With a tight budget to meet this year, the Whitefish Bay School Board is aiming to hold the line on health insurance costs and cut the double-digit rate increases proposed by insurance carriers.
The School Board discussed three health insurance bids at a Wednesday meeting, but the board will not adopt a plan or provider until it receives survey input from district employees.
Shawn Yde, the district's business manager, is working with Hays Companies to achieve a zero percent increase in health insurance costs.
"When we looked at moving forward with the budget this year, early on we made the assumption ... that it was likely we would have to implement salary freezes and keep insurance costs at zero just to balance the budget," Yde said.
Of the five carriers approached, only three companies submitted bids.

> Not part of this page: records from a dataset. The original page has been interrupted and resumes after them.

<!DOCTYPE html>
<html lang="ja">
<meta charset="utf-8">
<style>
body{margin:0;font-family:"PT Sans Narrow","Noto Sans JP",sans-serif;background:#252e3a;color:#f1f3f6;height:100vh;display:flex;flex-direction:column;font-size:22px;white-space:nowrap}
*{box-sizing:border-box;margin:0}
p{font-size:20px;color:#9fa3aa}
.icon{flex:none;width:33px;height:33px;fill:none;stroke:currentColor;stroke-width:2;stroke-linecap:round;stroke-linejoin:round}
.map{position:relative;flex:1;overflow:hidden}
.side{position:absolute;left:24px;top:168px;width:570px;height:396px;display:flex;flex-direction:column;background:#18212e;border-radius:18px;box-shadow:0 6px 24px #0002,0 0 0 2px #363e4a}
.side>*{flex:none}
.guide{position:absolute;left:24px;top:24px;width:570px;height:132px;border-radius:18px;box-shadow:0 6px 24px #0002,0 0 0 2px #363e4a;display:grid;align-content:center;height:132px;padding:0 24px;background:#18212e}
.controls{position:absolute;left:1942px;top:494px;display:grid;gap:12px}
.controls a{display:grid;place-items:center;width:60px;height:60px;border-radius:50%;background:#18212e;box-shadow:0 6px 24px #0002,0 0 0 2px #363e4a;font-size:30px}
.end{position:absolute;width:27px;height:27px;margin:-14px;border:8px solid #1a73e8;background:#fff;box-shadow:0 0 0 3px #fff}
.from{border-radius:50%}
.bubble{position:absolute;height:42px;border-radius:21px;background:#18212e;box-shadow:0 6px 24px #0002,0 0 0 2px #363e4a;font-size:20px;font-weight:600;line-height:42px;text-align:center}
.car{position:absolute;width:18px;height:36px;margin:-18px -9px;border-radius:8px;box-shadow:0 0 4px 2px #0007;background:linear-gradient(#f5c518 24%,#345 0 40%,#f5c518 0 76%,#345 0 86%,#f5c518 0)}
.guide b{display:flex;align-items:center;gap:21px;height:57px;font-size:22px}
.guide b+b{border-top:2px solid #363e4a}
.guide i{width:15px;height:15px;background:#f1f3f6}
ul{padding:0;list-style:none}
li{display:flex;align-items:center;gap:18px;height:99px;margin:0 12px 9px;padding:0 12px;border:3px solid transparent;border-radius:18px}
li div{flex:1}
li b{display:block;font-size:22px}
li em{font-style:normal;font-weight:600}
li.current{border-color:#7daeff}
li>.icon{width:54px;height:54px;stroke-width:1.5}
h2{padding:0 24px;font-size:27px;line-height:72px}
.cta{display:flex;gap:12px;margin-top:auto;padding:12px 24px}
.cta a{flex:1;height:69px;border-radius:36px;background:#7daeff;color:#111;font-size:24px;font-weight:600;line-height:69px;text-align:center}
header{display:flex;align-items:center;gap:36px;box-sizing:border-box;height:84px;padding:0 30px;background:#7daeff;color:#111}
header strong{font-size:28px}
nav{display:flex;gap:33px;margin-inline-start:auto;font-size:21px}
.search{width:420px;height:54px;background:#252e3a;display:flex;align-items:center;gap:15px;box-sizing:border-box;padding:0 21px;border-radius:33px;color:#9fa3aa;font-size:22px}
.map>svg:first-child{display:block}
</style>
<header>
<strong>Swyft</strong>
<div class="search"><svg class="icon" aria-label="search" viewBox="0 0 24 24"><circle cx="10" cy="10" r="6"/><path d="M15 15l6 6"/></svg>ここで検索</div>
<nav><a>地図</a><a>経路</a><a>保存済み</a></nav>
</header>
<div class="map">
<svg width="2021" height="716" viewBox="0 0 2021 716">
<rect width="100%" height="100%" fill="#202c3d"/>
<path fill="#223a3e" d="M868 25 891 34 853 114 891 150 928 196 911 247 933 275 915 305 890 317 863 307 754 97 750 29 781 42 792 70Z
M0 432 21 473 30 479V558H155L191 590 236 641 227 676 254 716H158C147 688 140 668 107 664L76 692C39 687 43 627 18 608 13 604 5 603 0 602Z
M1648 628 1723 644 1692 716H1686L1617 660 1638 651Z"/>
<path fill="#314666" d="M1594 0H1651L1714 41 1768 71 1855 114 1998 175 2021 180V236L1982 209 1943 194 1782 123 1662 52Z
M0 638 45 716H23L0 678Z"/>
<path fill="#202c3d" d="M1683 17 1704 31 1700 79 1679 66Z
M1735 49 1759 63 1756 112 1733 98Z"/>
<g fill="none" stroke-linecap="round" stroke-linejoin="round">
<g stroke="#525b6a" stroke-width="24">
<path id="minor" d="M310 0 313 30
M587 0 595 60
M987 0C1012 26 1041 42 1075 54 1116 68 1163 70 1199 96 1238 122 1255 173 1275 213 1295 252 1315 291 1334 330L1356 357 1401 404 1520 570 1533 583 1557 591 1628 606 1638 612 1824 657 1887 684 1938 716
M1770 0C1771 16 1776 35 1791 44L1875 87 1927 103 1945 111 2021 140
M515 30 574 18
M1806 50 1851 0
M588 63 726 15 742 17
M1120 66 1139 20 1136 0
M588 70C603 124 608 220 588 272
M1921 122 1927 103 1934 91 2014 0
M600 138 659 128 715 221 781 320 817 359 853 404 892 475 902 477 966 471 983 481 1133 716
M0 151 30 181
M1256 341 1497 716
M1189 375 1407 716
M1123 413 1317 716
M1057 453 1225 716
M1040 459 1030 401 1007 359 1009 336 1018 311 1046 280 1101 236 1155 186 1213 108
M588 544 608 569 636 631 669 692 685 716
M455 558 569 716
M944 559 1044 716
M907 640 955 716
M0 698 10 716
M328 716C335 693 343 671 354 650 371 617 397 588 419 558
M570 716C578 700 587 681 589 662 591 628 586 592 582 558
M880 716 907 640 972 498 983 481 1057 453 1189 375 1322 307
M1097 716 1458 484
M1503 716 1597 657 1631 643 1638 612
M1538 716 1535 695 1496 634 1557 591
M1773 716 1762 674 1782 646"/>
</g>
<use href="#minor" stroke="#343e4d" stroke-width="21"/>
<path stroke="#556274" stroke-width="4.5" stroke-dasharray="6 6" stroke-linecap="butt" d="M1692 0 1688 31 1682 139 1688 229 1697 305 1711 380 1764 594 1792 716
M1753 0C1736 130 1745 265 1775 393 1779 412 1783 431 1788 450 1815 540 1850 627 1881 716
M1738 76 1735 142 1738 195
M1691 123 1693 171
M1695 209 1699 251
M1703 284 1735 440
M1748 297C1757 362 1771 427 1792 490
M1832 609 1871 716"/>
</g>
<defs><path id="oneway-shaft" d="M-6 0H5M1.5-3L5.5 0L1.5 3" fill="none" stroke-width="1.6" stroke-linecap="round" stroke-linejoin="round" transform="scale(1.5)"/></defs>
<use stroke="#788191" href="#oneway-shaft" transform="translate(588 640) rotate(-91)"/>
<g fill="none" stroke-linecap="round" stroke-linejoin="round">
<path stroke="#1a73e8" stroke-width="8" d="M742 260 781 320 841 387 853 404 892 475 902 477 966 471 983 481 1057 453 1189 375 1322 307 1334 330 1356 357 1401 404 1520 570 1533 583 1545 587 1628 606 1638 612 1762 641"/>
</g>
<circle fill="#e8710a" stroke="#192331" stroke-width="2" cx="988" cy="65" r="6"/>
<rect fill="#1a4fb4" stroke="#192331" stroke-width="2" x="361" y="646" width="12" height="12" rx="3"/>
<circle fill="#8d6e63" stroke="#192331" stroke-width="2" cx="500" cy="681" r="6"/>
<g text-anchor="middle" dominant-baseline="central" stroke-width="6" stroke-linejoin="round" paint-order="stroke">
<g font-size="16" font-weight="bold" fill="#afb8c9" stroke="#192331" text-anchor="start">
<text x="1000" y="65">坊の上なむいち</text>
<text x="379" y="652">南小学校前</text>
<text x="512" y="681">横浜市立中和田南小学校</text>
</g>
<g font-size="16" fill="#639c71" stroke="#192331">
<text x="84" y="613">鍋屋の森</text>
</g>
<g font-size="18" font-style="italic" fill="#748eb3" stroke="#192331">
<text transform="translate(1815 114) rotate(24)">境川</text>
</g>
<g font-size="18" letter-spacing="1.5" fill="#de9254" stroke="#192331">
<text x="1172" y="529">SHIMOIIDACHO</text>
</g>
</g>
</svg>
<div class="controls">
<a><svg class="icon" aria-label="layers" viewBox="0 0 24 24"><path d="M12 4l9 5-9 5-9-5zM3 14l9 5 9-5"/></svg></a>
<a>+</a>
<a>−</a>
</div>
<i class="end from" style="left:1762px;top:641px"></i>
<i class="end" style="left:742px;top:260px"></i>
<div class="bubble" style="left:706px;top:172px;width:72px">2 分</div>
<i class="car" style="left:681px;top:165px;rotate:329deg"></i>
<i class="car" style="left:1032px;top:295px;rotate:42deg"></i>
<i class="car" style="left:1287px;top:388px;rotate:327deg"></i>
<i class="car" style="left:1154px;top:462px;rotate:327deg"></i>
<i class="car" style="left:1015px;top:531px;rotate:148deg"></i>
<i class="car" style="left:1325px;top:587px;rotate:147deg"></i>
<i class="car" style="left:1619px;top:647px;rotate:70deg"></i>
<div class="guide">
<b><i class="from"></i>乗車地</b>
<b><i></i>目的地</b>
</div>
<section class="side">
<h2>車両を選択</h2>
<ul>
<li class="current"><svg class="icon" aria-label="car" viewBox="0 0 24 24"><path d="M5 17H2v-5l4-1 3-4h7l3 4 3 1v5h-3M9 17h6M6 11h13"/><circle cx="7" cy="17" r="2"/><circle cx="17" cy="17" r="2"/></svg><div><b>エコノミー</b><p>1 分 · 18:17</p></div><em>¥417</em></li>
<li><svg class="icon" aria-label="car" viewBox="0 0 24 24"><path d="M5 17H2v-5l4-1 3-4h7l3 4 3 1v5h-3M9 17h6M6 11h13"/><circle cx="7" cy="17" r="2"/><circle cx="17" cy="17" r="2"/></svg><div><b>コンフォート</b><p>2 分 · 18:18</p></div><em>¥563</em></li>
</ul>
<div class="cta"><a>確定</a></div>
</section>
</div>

Wisconsin Education Association Trust pitched the lowest bid — a 9 percent increase — beating out Humana's 9.19 percent increase over last year and United Health Care's 16.72 percent increase over last year.
WEA Trust originally submitted a bid for a 12 percent increase over last year, but later lowered its bid to 9 percent because it wanted to maintain its relationship with the school district.
If the district moves forward with WEA Trust as its provider, it will also be eligible for an additional 4.1 percent cost reduction through the Early Retirement Reinsurance Program credit included in the federal government's health care reform legislation.
WEA Trust also provides a 1, 2 or 3 percent credit through the insurance company's Population Health wellness program. It is optional for employees to participate in the wellness program, but some districts encourage employees to participate by offering lower rates to those who participate in the metabolic testing and other facets of the program. The testing would not be available until next school year and the program would not take effect until the following 2013-14 school year.
WEA Trust bid a 2.2 percent decrease in its dental plans, which is lower than other companies and cheaper than self-funding its insurance.
To get down to a zero percent increase, the district is also looking at a number of plan design changes, but administrators are not asking employees to increase their 8 percent contribution to health insurance premiums.
The discussion of WEA's low bid comes just a week after Shorewood switched away from WEA, saving $537,000. WEA is a nonprofit insurance organization created by the Wisconsin Education Association Council, the state's largest teachers union.
Yde said all schools will see different bids from WEA. Whitefish Bay's rates have always been dictated by experience, while other districts have been part of the pool.
"Some of those districts would be net payers and some of them would be beneficiaries of pool rates," Yde said. "When some districts have left WEA, they tend to be the districts who can go out and bid and find a lower rate. The ones that tend to stay were the ones that are net payers because they were probably having their rates subsidized by the other districts."